PROBLEM –
All entries are to be given again verbatim.

Saved entries –
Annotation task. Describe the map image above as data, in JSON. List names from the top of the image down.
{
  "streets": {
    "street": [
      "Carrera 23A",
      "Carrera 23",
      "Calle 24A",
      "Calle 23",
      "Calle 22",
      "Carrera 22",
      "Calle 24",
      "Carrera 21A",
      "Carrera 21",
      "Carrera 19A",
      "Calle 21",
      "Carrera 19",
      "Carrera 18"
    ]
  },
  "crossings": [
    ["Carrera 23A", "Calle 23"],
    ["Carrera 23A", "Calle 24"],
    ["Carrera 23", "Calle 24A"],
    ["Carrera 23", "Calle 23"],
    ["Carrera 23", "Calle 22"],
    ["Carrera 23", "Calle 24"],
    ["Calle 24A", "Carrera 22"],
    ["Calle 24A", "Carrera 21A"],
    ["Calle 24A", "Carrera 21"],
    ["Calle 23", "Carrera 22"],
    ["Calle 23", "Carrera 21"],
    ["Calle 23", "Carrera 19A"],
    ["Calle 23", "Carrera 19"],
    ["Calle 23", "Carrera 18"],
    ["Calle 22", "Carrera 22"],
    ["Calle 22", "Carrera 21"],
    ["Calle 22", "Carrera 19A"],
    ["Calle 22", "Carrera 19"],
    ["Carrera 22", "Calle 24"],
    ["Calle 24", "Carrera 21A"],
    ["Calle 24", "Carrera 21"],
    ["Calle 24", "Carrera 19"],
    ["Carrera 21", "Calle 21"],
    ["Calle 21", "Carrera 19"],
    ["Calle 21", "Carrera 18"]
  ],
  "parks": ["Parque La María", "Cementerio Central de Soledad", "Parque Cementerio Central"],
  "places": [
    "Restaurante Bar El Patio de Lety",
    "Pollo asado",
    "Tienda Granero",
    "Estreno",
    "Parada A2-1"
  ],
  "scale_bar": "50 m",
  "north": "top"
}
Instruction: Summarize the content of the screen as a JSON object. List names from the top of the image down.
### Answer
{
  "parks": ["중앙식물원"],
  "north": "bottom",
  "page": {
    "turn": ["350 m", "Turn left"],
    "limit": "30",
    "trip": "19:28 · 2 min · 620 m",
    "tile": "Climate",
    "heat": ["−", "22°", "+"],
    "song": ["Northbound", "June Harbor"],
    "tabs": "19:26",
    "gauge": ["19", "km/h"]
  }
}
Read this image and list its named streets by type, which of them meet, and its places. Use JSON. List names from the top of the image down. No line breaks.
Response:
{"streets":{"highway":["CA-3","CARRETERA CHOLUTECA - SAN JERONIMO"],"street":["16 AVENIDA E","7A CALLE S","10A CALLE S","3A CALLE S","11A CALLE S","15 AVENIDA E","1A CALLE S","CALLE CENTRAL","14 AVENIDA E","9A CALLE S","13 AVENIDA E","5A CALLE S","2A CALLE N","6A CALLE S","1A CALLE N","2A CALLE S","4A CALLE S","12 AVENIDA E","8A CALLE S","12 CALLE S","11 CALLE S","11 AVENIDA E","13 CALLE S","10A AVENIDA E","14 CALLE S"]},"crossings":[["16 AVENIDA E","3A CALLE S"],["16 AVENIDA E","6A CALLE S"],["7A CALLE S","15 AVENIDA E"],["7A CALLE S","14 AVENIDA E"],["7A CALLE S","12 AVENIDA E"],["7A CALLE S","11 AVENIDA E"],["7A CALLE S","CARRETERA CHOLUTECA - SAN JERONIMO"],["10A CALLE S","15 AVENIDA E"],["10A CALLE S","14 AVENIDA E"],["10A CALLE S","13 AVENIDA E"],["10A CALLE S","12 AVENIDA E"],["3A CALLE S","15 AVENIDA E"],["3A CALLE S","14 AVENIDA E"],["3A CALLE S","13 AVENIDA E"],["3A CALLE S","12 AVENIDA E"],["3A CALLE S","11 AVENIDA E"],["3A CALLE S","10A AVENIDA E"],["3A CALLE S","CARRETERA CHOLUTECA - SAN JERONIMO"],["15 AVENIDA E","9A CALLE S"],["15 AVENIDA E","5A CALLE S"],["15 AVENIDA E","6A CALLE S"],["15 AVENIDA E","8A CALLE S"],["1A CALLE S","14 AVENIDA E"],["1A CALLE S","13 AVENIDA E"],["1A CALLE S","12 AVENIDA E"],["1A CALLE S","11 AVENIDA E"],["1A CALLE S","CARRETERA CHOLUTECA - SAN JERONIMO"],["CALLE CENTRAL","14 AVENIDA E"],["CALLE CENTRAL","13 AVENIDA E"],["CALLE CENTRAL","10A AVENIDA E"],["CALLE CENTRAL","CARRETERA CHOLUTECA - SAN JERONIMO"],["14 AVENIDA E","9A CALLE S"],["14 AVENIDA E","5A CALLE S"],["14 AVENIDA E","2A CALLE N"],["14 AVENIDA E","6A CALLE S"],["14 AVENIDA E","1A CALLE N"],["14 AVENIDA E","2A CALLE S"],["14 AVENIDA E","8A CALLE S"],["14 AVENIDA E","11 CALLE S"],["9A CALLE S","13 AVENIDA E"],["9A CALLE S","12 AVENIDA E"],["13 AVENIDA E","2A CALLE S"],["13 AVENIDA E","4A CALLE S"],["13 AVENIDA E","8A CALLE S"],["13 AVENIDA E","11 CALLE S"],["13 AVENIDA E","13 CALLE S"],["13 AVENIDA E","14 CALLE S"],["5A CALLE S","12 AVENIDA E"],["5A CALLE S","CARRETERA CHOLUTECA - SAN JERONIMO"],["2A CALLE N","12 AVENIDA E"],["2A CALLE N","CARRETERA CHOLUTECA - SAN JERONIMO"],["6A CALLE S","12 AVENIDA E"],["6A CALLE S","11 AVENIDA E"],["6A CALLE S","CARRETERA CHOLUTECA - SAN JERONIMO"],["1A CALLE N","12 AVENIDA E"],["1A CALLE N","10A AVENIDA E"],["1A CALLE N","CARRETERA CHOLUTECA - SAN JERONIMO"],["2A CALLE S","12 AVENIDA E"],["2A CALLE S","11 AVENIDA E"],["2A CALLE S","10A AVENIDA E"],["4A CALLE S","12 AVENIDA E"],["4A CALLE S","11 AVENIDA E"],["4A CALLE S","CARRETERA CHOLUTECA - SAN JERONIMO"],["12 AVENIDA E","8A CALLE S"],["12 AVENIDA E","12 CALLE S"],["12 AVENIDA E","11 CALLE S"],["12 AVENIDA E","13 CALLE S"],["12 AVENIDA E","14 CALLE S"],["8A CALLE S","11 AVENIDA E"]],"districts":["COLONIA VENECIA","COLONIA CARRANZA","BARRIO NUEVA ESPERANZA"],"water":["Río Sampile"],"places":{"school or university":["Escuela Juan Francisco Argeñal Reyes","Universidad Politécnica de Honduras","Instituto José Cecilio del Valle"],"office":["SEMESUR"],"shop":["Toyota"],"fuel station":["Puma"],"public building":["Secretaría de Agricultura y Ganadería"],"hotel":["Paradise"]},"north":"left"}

OUTPUT –
Annotation task. Describe the map image above as data, in JSON. List names from the top of the image down.
{
  "streets": {
    "street": [
      "Carrera 23A",
      "Carrera 23",
      "Calle 24A",
      "Calle 23",
      "Calle 22",
      "Carrera 22",
      "Calle 24",
      "Carrera 21A",
      "Carrera 21",
      "Carrera 19A",
      "Calle 21",
      "Carrera 19",
      "Carrera 18"
    ]
  },
  "crossings": [
    ["Carrera 23A", "Calle 23"],
    ["Carrera 23A", "Calle 24"],
    ["Carrera 23", "Calle 24A"],
    ["Carrera 23", "Calle 23"],
    ["Carrera 23", "Calle 22"],
    ["Carrera 23", "Calle 24"],
    ["Calle 24A", "Carrera 22"],
    ["Calle 24A", "Carrera 21A"],
    ["Calle 24A", "Carrera 21"],
    ["Calle 23", "Carrera 22"],
    ["Calle 23", "Carrera 21"],
    ["Calle 23", "Carrera 19A"],
    ["Calle 23", "Carrera 19"],
    ["Calle 23", "Carrera 18"],
    ["Calle 22", "Carrera 22"],
    ["Calle 22", "Carrera 21"],
    ["Calle 22", "Carrera 19A"],
    ["Calle 22", "Carrera 19"],
    ["Carrera 22", "Calle 24"],
    ["Calle 24", "Carrera 21A"],
    ["Calle 24", "Carrera 21"],
    ["Calle 24", "Carrera 19"],
    ["Carrera 21", "Calle 21"],
    ["Calle 21", "Carrera 19"],
    ["Calle 21", "Carrera 18"]
  ],
  "parks": ["Parque La María", "Cementerio Central de Soledad", "Parque Cementerio Central"],
  "places": [
    "Restaurante Bar El Patio de Lety",
    "Pollo asado",
    "Tienda Granero",
    "Estreno",
    "Parada A2-1"
  ],
  "scale_bar": "50 m",
  "north": "top"
}
Instruction: Summarize the content of the screen as a JSON object. List names from the top of the image down.
### Answer
{
  "parks": ["중앙식물원"],
  "north": "bottom",
  "page": {
    "turn": ["350 m", "Turn left"],
    "limit": "30",
    "trip": "19:28 · 2 min · 620 m",
    "tile": "Climate",
    "heat": ["−", "22°", "+"],
    "song": ["Northbound", "June Harbor"],
    "tabs": "19:26",
    "gauge": ["19", "km/h"]
  }
}
Read this image and list its named streets by type, which of them meet, and its places. Use JSON. List names from the top of the image down. No line breaks.
Response:
{"streets":{"highway":["CA-3","CARRETERA CHOLUTECA - SAN JERONIMO"],"street":["16 AVENIDA E","7A CALLE S","10A CALLE S","3A CALLE S","11A CALLE S","15 AVENIDA E","1A CALLE S","CALLE CENTRAL","14 AVENIDA E","9A CALLE S","13 AVENIDA E","5A CALLE S","2A CALLE N","6A CALLE S","1A CALLE N","2A CALLE S","4A CALLE S","12 AVENIDA E","8A CALLE S","12 CALLE S","11 CALLE S","11 AVENIDA E","13 CALLE S","10A AVENIDA E","14 CALLE S"]},"crossings":[["16 AVENIDA E","3A CALLE S"],["16 AVENIDA E","6A CALLE S"],["7A CALLE S","15 AVENIDA E"],["7A CALLE S","14 AVENIDA E"],["7A CALLE S","12 AVENIDA E"],["7A CALLE S","11 AVENIDA E"],["7A CALLE S","CARRETERA CHOLUTECA - SAN JERONIMO"],["10A CALLE S","15 AVENIDA E"],["10A CALLE S","14 AVENIDA E"],["10A CALLE S","13 AVENIDA E"],["10A CALLE S","12 AVENIDA E"],["3A CALLE S","15 AVENIDA E"],["3A CALLE S","14 AVENIDA E"],["3A CALLE S","13 AVENIDA E"],["3A CALLE S","12 AVENIDA E"],["3A CALLE S","11 AVENIDA E"],["3A CALLE S","10A AVENIDA E"],["3A CALLE S","CARRETERA CHOLUTECA - SAN JERONIMO"],["15 AVENIDA E","9A CALLE S"],["15 AVENIDA E","5A CALLE S"],["15 AVENIDA E","6A CALLE S"],["15 AVENIDA E","8A CALLE S"],["1A CALLE S","14 AVENIDA E"],["1A CALLE S","13 AVENIDA E"],["1A CALLE S","12 AVENIDA E"],["1A CALLE S","11 AVENIDA E"],["1A CALLE S","CARRETERA CHOLUTECA - SAN JERONIMO"],["CALLE CENTRAL","14 AVENIDA E"],["CALLE CENTRAL","13 AVENIDA E"],["CALLE CENTRAL","10A AVENIDA E"],["CALLE CENTRAL","CARRETERA CHOLUTECA - SAN JERONIMO"],["14 AVENIDA E","9A CALLE S"],["14 AVENIDA E","5A CALLE S"],["14 AVENIDA E","2A CALLE N"],["14 AVENIDA E","6A CALLE S"],["14 AVENIDA E","1A CALLE N"],["14 AVENIDA E","2A CALLE S"],["14 AVENIDA E","8A CALLE S"],["14 AVENIDA E","11 CALLE S"],["9A CALLE S","13 AVENIDA E"],["9A CALLE S","12 AVENIDA E"],["13 AVENIDA E","2A CALLE S"],["13 AVENIDA E","4A CALLE S"],["13 AVENIDA E","8A CALLE S"],["13 AVENIDA E","11 CALLE S"],["13 AVENIDA E","13 CALLE S"],["13 AVENIDA E","14 CALLE S"],["5A CALLE S","12 AVENIDA E"],["5A CALLE S","CARRETERA CHOLUTECA - SAN JERONIMO"],["2A CALLE N","12 AVENIDA E"],["2A CALLE N","CARRETERA CHOLUTECA - SAN JERONIMO"],["6A CALLE S","12 AVENIDA E"],["6A CALLE S","11 AVENIDA E"],["6A CALLE S","CARRETERA CHOLUTECA - SAN JERONIMO"],["1A CALLE N","12 AVENIDA E"],["1A CALLE N","10A AVENIDA E"],["1A CALLE N","CARRETERA CHOLUTECA - SAN JERONIMO"],["2A CALLE S","12 AVENIDA E"],["2A CALLE S","11 AVENIDA E"],["2A CALLE S","10A AVENIDA E"],["4A CALLE S","12 AVENIDA E"],["4A CALLE S","11 AVENIDA E"],["4A CALLE S","CARRETERA CHOLUTECA - SAN JERONIMO"],["12 AVENIDA E","8A CALLE S"],["12 AVENIDA E","12 CALLE S"],["12 AVENIDA E","11 CALLE S"],["12 AVENIDA E","13 CALLE S"],["12 AVENIDA E","14 CALLE S"],["8A CALLE S","11 AVENIDA E"]],"districts":["COLONIA VENECIA","COLONIA CARRANZA","BARRIO NUEVA ESPERANZA"],"water":["Río Sampile"],"places":{"school or university":["Escuela Juan Francisco Argeñal Reyes","Universidad Politécnica de Honduras","Instituto José Cecilio del Valle"],"office":["SEMESUR"],"shop":["Toyota"],"fuel station":["Puma"],"public building":["Secretaría de Agricultura y Ganadería"],"hotel":["Paradise"]},"north":"left"}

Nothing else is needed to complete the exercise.